# NLP Assignment 2
1. Mention and define the NLTK steps.
2. What different types of segmentation are there?
3. Explain the method of recognising named entities.
4. Make a list of the elements of NLP.
5. Give an example of pragmatic analysis.
6. Explain the morphological and lexical analysis procedure.

## 1. Mention and define the NLTK steps.

Below are the Text Processing steps in NLTK:
1. Tokenization
2. Lower case conversion
3. Stop Words removal
4. Stemming
5. Lemmatization
6. Parse tree or Syntax Tree generation
7. POS Tagging



#### 1. Tokenization
The breaking down of text into smaller units is called tokens. tokens are a small part of that text. If we have a sentence, the idea is to separate each word and build a vocabulary such that we can represent all words uniquely in a list. Numbers, words, etc.. all fall under tokens.



In [20]:
from nltk.tokenize import sent_tokenize, word_tokenize

text = "Natural language processing is an exciting area."

print(sent_tokenize(text))

['Natural language processing is an exciting area.']


In [21]:
print(word_tokenize(text))

['Natural', 'language', 'processing', 'is', 'an', 'exciting', 'area', '.']


#### 2. Lower case conversion
- We want our model to not get confused by seeing the same word with different cases like one starting with capital and one without and interpret both differently. So we convert all words into the lower case to avoid redundancy in the token list.

In [22]:
import regex as re
text = re.sub(r"[^a-zA-Z0-9]", " ",text.lower())
words = text.split()
words

['natural', 'language', 'processing', 'is', 'an', 'exciting', 'area']

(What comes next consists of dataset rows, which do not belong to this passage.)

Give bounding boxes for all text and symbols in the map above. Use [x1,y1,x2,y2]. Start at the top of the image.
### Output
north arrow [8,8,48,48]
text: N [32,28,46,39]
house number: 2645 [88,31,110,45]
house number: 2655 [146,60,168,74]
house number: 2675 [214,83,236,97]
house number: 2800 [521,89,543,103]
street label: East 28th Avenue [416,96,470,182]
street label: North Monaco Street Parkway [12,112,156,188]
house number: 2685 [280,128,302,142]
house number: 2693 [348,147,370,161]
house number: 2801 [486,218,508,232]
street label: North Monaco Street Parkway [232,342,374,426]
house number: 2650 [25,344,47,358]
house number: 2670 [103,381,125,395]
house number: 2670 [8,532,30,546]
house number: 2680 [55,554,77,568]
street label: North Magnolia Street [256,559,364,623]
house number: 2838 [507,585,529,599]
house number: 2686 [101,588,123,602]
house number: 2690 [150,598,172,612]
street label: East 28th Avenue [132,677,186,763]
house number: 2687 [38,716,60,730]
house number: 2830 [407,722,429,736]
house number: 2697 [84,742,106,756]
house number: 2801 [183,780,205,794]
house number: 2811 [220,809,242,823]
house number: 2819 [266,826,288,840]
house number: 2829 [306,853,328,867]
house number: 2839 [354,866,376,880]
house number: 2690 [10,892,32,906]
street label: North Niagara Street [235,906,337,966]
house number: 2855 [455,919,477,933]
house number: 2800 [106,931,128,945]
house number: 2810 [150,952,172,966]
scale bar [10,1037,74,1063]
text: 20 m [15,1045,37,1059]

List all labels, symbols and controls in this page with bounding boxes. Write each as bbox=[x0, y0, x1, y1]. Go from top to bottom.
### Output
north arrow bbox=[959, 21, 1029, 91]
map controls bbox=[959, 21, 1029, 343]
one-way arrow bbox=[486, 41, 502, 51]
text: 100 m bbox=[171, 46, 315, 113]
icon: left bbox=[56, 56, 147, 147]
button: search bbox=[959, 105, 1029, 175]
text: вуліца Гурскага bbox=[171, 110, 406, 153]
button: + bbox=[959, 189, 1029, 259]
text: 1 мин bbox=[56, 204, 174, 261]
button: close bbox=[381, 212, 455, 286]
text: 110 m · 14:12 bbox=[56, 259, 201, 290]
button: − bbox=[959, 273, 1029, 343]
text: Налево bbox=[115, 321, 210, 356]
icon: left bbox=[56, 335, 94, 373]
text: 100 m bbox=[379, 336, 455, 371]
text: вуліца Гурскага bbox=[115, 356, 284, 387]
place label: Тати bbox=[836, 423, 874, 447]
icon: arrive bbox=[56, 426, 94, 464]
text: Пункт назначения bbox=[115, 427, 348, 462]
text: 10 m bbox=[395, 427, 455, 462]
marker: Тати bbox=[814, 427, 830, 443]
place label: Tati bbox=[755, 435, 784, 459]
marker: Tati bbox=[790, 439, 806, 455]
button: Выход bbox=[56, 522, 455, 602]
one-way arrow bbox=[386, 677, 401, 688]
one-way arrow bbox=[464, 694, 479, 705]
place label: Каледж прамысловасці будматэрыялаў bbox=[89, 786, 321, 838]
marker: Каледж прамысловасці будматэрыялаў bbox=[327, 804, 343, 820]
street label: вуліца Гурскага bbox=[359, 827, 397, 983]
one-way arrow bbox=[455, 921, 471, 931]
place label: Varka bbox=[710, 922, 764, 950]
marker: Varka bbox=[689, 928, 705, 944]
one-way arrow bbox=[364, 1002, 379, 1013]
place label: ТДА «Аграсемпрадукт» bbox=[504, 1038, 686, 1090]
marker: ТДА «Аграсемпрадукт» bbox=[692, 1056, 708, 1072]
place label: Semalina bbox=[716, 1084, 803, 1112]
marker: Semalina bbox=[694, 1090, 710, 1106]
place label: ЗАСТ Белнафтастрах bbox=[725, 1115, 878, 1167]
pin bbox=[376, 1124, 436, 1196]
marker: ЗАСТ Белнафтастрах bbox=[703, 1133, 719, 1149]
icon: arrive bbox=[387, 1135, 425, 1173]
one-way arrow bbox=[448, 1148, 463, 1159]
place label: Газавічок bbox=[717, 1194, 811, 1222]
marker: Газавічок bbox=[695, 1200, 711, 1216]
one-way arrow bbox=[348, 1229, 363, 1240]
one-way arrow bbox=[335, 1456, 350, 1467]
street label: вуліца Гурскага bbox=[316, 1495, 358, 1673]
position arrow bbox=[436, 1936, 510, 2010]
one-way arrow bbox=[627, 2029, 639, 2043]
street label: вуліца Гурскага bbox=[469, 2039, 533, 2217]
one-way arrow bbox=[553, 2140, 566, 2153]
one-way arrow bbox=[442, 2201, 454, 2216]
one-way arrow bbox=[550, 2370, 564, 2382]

#### 3. Stop Words removal
When we use the features from a text to model, we will encounter a lot of noise. These are the stop words like the, he, her, etc… which don’t help us and, just be removed before processing for cleaner processing inside the model. With NLTK we can see all the stop words available in the English language.

In [23]:
from nltk.corpus import stopwords
print(stopwords.words('english'))

['i', 'me', 'my', 'myself', 'we', 'our', 'ours', 'ourselves', 'you', "you're", "you've", "you'll", "you'd", 'your', 'yours', 'yourself', 'yourselves', 'he', 'him', 'his', 'himself', 'she', "she's", 'her', 'hers', 'herself', 'it', "it's", 'its', 'itself', 'they', 'them', 'their', 'theirs', 'themselves', 'what', 'which', 'who', 'whom', 'this', 'that', "that'll", 'these', 'those', 'am', 'is', 'are', 'was', 'were', 'be', 'been', 'being', 'have', 'has', 'had', 'having', 'do', 'does', 'did', 'doing', 'a', 'an', 'the', 'and', 'but', 'if', 'or', 'because', 'as', 'until', 'while', 'of', 'at', 'by', 'for', 'with', 'about', 'against', 'between', 'into', 'through', 'during', 'before', 'after', 'above', 'below', 'to', 'from', 'up', 'down', 'in', 'out', 'on', 'off', 'over', 'under', 'again', 'further', 'then', 'once', 'here', 'there', 'when', 'where', 'why', 'how', 'all', 'any', 'both', 'each', 'few', 'more', 'most', 'other', 'some', 'such', 'no', 'nor', 'not', 'only', 'own', 'same', 'so', 'than', '

In [25]:
# removing stopwords fro text
words_2 = []
for i in words:
    if i not in stopwords.words('english'):
        words_2.append(i)
        
words_2

['natural', 'language', 'processing', 'exciting', 'area']

#### 4. Stemming
In our text we may find many words like playing, played, playfully, etc… which have a root word, play all of these convey the same meaning. So we can just extract the root word and remove the rest. Here the root word formed is called ‘stem’ and it is not necessarily that stem needs to exist and have a meaning. Just by committing the suffix and prefix, we generate the stems.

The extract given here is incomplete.